Via dall’Italia. È il leit-motiv che sta accompagnando da anni gli asset manager tricolori, impegnati in un processo di migrazione delle masse in gestione verso lidi come il Lussemburgo e l’Irlanda. L’idea di base è abbandonare le posizioni marginali, come l’Italia appunto, e diventare più internazionali. Così, alla fine, Banca Generali ha pensato bene di cedere il business dei fondi di diritto italiano di Bg Sgr (ormai ridotto all’osso) a Generali Investment Italy. Si tratta dei tre fondi Bg Focus Monetario, Bg Focus Obbligazionario e Bg Focus Azionario, che gestiscono complessivamente 410 milioni di euro. La decisione è stata presa ieri dal consiglio di amministrazione, riunitosi sotto la presidenza di Giovanni Perissinotto. «La cessione, che comporta un corrispettivo di 5,5 milioni di euro, e una plusvalenza netta di 3,8 milioni, risponde alle esigenze di razionalizzazione delle attività di gestione del gruppo – spiegano da Banca Generali – In sostanza, a Bg Sgr (che sotto il cappello di Banca Generali conserverà un patrimonio di circa 1 miliardo, ndr) vengono demandate le gestioni di portafoglio, mentre viene confermato il ruolo di riferimento di Generali Fund Management nella istituzione e gestione di fondi e Sicav». Inoltre, nell’ottica di una maggiore internazionalizzazione, Banca Generali continuerà a perseguire un modello di architettura aperta (ne è una testimonianza il recente ingresso di Franklin Templeton in Bg Selection con il Multi Alpha Fund), che nei primi sei mesi dell’anno gli ha permesso di rastrellare sul mercato 200 milioni; in netta controtendenza rispetto al trend generale dell’industria, in rosso da inizio anno (tra italia ed estero) per circa 3 miliardi.

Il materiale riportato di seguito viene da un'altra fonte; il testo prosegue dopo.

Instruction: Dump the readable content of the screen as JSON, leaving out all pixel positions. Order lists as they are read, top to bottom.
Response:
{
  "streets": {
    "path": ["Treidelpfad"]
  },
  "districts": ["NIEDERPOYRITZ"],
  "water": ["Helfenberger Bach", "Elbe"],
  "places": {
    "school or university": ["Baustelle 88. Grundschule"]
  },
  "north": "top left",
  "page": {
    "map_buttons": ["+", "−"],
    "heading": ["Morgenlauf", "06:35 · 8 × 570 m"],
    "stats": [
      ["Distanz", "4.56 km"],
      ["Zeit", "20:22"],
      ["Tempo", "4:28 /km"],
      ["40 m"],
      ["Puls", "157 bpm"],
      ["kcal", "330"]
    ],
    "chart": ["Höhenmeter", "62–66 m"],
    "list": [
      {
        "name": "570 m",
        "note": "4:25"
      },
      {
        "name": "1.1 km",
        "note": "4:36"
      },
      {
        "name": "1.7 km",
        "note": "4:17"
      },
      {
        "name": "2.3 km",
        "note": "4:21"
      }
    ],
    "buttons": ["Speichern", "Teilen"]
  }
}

Ma la raccolta Banca Generali l’ha fatta soprattutto con Bg Selection Sicav, ovvero con i fondi di diritto estero. I prodotti di casa nostra, quelli di Bg Sgr, invece, hanno chiuso il semestre con un rosso di 81 milioni. Numeri che bastano a spiegare il perché di questa cessione. Tant’è che se si va ad analizzare il patrimonio in gestione della società di gestione italiana ne emerge un vero e proprio tracollo in termini di masse. Basti pensare che a gennaio del 2006, stando ai dati Assogestioni, Bg Sgr contava circa 5 miliardi di asset in gestione; oggi, invece, ne conta 1,4 miliardi. Il tracollo, comunque, non ha interessato solo Banca Generali, ma tutto il sistema, che oggi vede al comando i fondi domiciliati oltre confine con una quota di mercato del 61,5%, corrispondente a 282 miliardi di masse. I prodotti tricolore, invece, pesano per il 38,5%, con 177 miliardi (nel 2003 gli asset in mano ai gestori italiani erano 380 miliardi).
Dunque, la recente riforma del regime fiscale sui fondi, con il passaggio da una tassazione sul maturato a una sul realizzato, non è servita a risollevare le sorti del gestito italiano. E ora che è stato rotto il ghiaccio, se anche gli altri asset manager dovessero seguire l’esempio di Banca Generali, non è difficile immaginare quale potrebbe essere il risultato finale: l’Italia perderà un’altra industria, una delle poche rimasta, e sarà destinata a diventare un semplice Paese di distributori.